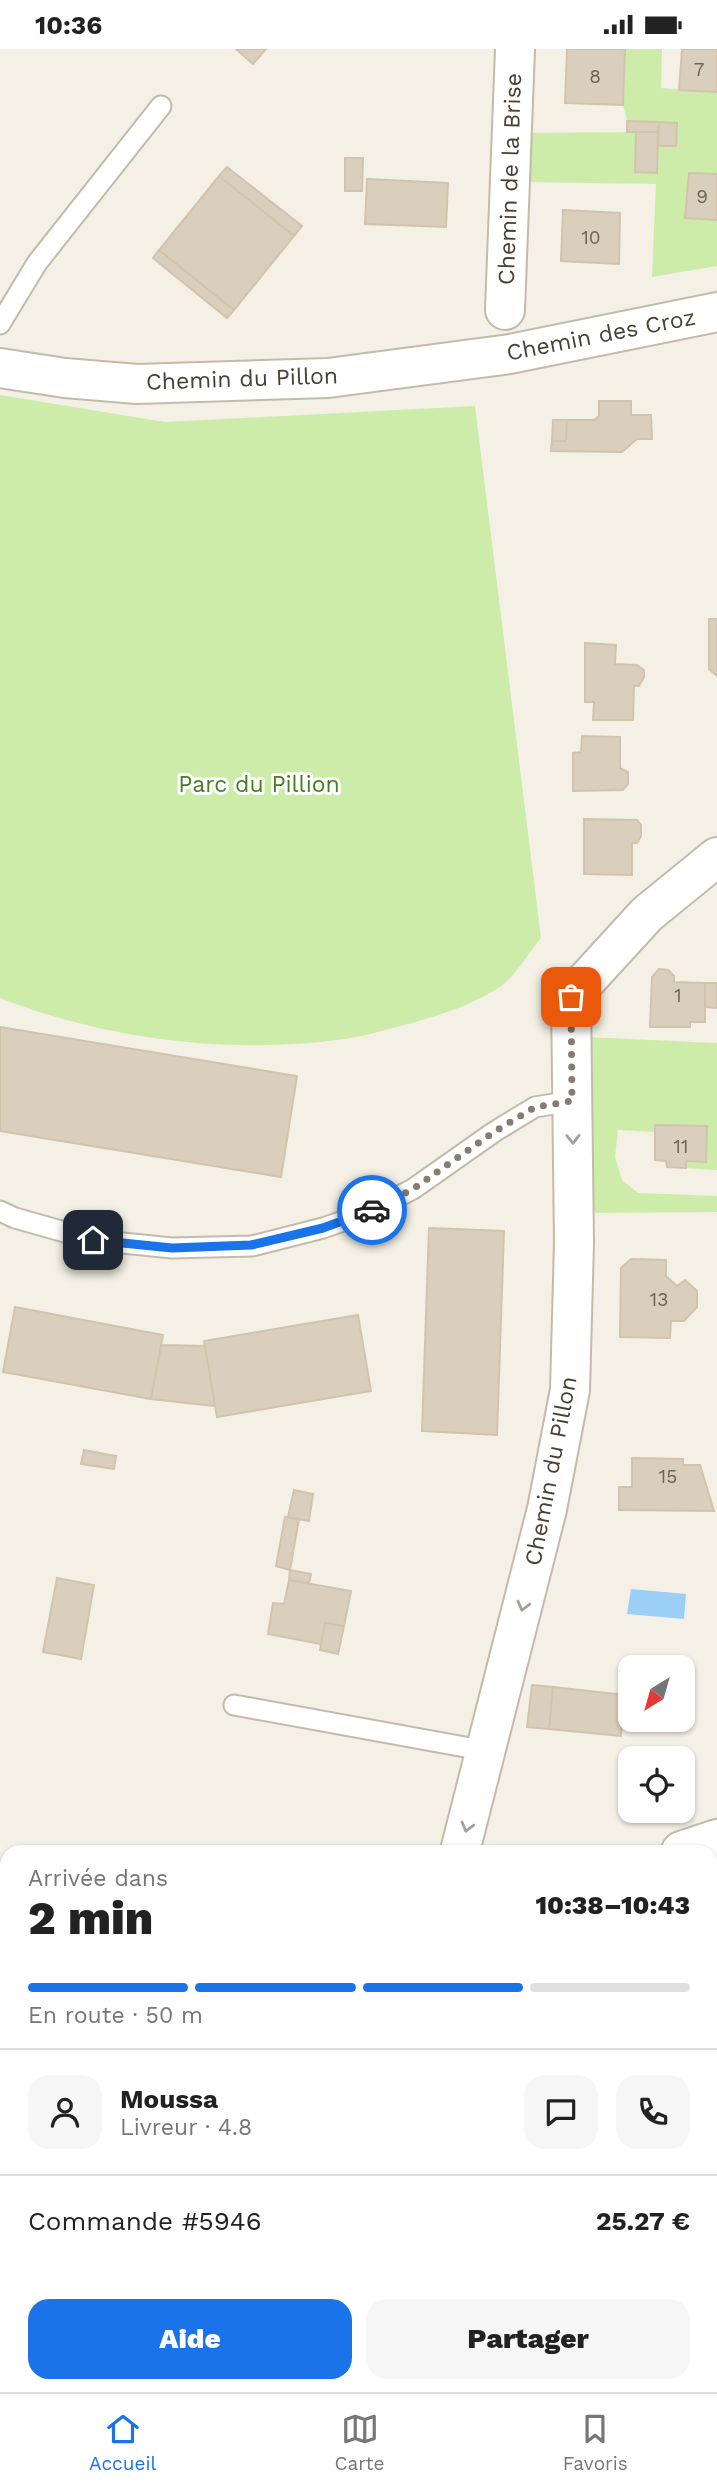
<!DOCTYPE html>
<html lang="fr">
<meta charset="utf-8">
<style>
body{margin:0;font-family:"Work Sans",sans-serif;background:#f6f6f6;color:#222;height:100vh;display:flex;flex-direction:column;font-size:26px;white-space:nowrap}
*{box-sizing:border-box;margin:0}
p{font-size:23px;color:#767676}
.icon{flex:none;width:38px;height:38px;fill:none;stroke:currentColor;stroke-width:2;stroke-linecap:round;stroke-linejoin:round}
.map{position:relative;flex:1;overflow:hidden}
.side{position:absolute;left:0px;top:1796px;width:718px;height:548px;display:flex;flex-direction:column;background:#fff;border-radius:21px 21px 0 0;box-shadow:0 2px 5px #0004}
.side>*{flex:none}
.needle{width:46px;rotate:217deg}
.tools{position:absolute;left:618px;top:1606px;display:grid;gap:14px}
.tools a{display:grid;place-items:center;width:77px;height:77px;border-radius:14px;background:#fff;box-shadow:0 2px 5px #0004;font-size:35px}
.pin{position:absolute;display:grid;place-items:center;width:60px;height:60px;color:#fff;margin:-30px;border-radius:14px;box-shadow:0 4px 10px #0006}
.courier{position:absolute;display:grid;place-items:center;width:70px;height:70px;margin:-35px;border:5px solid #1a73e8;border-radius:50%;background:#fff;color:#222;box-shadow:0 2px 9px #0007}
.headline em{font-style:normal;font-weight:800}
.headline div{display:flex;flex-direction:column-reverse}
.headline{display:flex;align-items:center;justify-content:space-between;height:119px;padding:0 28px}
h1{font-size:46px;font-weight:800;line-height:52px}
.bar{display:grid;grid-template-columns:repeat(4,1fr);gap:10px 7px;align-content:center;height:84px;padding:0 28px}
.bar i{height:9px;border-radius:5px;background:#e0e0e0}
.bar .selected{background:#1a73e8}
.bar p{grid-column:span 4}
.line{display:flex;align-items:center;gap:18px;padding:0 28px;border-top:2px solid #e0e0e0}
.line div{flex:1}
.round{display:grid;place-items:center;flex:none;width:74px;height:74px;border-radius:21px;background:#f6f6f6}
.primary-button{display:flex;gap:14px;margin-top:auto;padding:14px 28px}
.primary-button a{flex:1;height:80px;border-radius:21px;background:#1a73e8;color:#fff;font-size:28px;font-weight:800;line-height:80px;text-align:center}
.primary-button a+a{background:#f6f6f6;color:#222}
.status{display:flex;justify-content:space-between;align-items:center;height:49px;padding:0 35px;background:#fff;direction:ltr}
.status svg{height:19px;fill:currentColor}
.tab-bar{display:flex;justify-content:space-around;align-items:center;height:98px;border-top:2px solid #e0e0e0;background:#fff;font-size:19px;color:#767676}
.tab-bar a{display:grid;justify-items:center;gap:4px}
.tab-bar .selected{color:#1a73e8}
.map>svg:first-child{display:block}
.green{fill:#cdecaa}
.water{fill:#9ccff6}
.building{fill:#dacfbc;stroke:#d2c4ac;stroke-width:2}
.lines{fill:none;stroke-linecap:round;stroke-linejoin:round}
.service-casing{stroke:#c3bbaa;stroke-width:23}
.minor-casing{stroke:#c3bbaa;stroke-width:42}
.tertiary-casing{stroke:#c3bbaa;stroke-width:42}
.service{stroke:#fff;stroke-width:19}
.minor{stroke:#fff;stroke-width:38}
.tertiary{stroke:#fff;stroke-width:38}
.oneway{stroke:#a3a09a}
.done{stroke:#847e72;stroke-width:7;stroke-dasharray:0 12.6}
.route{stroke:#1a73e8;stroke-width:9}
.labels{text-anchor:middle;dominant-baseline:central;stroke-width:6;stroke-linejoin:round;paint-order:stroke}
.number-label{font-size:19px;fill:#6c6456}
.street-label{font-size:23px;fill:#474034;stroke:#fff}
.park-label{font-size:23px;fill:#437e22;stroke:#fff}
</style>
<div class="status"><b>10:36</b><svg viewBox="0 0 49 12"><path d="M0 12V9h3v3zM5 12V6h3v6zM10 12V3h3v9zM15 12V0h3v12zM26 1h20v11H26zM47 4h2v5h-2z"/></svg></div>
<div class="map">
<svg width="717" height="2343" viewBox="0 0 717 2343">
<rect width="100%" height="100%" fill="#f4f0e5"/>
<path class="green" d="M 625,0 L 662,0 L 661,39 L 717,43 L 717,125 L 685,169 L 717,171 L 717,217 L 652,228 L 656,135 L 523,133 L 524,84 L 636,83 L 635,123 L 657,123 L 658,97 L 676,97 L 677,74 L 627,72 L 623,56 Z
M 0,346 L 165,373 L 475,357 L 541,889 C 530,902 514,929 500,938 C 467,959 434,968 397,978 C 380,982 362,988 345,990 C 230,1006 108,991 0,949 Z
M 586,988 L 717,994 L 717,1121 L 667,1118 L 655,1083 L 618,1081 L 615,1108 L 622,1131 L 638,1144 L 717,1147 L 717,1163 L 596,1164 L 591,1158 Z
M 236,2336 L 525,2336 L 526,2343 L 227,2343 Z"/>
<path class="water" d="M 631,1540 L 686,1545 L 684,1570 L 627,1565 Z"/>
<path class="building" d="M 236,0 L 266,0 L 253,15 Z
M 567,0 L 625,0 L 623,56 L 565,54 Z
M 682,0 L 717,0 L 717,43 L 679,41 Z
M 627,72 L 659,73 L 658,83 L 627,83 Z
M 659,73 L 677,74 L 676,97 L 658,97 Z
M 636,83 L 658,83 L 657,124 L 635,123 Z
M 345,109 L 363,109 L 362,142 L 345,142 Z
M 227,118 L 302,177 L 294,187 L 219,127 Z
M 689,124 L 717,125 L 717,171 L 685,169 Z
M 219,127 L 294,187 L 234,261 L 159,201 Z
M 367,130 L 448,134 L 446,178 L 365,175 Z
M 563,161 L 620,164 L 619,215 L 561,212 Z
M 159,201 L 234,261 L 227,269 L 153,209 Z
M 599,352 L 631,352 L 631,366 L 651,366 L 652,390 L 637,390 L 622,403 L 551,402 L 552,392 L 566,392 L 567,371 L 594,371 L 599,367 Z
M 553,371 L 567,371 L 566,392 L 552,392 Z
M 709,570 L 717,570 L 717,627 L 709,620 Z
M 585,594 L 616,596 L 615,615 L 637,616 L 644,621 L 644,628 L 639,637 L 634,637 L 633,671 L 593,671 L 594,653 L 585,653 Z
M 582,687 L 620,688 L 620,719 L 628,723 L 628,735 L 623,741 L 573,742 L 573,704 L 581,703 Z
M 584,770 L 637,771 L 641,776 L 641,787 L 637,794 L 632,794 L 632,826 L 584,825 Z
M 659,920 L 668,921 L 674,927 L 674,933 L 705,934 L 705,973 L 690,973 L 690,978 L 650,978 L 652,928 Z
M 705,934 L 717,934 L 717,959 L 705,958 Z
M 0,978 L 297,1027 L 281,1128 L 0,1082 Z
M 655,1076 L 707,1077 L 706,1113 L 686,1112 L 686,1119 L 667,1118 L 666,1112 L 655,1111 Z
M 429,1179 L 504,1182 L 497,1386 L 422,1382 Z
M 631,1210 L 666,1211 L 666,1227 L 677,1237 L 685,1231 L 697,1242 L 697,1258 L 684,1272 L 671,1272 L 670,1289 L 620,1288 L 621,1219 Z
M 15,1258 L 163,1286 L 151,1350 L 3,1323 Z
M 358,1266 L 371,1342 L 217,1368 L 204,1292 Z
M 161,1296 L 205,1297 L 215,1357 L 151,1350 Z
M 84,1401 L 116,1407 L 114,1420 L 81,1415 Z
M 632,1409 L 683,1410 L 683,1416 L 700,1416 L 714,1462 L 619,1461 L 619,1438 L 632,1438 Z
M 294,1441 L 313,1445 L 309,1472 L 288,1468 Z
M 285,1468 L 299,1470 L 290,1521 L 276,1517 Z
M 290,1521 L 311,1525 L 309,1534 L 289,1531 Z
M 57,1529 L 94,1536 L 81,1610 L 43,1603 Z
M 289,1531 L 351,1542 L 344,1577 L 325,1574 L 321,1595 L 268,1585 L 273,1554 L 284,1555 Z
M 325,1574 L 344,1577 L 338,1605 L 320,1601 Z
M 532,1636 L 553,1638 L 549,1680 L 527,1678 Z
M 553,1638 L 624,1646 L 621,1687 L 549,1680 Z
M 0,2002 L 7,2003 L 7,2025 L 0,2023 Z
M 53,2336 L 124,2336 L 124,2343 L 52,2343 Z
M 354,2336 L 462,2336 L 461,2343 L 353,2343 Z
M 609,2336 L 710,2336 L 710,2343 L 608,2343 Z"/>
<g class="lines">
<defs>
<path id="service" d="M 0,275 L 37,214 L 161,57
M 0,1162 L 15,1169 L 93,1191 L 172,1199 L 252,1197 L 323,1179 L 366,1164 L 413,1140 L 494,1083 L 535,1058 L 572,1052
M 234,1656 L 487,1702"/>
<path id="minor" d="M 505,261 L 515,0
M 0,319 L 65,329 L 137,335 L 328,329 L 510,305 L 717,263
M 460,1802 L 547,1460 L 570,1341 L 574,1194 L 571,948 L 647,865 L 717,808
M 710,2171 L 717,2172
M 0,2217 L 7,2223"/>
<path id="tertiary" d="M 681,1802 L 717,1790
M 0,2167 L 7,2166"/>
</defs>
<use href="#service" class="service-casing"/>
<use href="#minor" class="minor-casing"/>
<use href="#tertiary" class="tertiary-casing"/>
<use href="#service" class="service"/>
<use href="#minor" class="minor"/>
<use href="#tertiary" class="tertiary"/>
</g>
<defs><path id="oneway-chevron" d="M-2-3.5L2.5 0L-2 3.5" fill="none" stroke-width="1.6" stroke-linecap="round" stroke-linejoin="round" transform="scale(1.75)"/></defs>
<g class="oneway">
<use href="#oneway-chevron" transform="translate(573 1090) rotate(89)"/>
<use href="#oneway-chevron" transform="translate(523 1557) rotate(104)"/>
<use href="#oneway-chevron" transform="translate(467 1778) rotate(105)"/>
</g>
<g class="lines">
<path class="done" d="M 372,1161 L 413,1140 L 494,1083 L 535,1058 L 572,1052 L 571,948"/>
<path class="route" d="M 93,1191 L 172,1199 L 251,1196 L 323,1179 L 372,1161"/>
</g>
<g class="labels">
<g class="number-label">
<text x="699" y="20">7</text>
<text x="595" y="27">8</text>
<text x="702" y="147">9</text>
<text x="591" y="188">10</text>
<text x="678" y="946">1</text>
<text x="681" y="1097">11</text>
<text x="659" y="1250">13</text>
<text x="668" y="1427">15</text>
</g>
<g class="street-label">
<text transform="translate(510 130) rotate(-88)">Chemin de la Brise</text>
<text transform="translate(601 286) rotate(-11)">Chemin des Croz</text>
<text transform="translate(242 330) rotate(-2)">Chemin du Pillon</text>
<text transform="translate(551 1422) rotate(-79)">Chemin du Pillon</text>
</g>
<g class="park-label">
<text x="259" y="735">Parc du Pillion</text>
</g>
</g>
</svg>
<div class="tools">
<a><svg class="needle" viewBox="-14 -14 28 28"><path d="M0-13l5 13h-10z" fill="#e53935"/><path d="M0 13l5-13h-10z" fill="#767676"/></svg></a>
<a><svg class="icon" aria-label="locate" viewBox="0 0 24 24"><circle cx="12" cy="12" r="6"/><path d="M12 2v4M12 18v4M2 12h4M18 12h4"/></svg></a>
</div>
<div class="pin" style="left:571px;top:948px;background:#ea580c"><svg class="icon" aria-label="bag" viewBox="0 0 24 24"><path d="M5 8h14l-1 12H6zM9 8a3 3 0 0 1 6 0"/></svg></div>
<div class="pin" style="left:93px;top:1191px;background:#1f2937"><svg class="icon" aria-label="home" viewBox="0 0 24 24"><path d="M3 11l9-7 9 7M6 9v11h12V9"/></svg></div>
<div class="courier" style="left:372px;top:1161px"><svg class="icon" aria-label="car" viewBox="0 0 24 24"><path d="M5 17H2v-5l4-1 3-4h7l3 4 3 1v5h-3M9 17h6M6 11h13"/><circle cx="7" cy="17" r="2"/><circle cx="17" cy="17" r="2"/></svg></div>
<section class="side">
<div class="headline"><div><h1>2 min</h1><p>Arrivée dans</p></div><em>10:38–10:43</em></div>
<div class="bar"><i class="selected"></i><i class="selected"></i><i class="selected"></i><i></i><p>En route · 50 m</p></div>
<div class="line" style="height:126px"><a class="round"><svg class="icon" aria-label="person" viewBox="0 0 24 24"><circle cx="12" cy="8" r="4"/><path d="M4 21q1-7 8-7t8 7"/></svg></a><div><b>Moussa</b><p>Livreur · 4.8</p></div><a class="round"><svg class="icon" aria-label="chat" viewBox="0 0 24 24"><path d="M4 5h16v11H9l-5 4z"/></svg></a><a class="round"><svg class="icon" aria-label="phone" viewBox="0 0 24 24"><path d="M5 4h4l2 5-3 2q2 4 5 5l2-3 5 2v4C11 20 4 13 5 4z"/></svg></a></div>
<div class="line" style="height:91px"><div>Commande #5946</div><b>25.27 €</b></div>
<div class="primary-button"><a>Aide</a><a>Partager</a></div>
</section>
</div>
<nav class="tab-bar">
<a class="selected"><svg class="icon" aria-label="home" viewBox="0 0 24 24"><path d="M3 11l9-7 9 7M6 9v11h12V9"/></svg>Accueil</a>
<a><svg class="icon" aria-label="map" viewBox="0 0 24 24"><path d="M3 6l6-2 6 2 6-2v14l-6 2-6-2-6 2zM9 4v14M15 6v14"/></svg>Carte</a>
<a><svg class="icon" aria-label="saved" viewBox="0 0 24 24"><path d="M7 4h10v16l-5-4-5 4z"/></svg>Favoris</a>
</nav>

^^^^^^^^

■ **Task description**
Reproduce, character for character, only the lines of the preceding data that start at the line with "M 636,83 L 658,83 L 657,124 L 635,123 Z" and end at the line with "M 655,1076 L", both included.

■ **Result of the exercise**
M 636,83 L 658,83 L 657,124 L 635,123 Z
M 345,109 L 363,109 L 362,142 L 345,142 Z
M 227,118 L 302,177 L 294,187 L 219,127 Z
M 689,124 L 717,125 L 717,171 L 685,169 Z
M 219,127 L 294,187 L 234,261 L 159,201 Z
M 367,130 L 448,134 L 446,178 L 365,175 Z
M 563,161 L 620,164 L 619,215 L 561,212 Z
M 159,201 L 234,261 L 227,269 L 153,209 Z
M 599,352 L 631,352 L 631,366 L 651,366 L 652,390 L 637,390 L 622,403 L 551,402 L 552,392 L 566,392 L 567,371 L 594,371 L 599,367 Z
M 553,371 L 567,371 L 566,392 L 552,392 Z
M 709,570 L 717,570 L 717,627 L 709,620 Z
M 585,594 L 616,596 L 615,615 L 637,616 L 644,621 L 644,628 L 639,637 L 634,637 L 633,671 L 593,671 L 594,653 L 585,653 Z
M 582,687 L 620,688 L 620,719 L 628,723 L 628,735 L 623,741 L 573,742 L 573,704 L 581,703 Z
M 584,770 L 637,771 L 641,776 L 641,787 L 637,794 L 632,794 L 632,826 L 584,825 Z
M 659,920 L 668,921 L 674,927 L 674,933 L 705,934 L 705,973 L 690,973 L 690,978 L 650,978 L 652,928 Z
M 705,934 L 717,934 L 717,959 L 705,958 Z
M 0,978 L 297,1027 L 281,1128 L 0,1082 Z
M 655,1076 L 707,1077 L 706,1113 L 686,1112 L 686,1119 L 667,1118 L 666,1112 L 655,1111 Z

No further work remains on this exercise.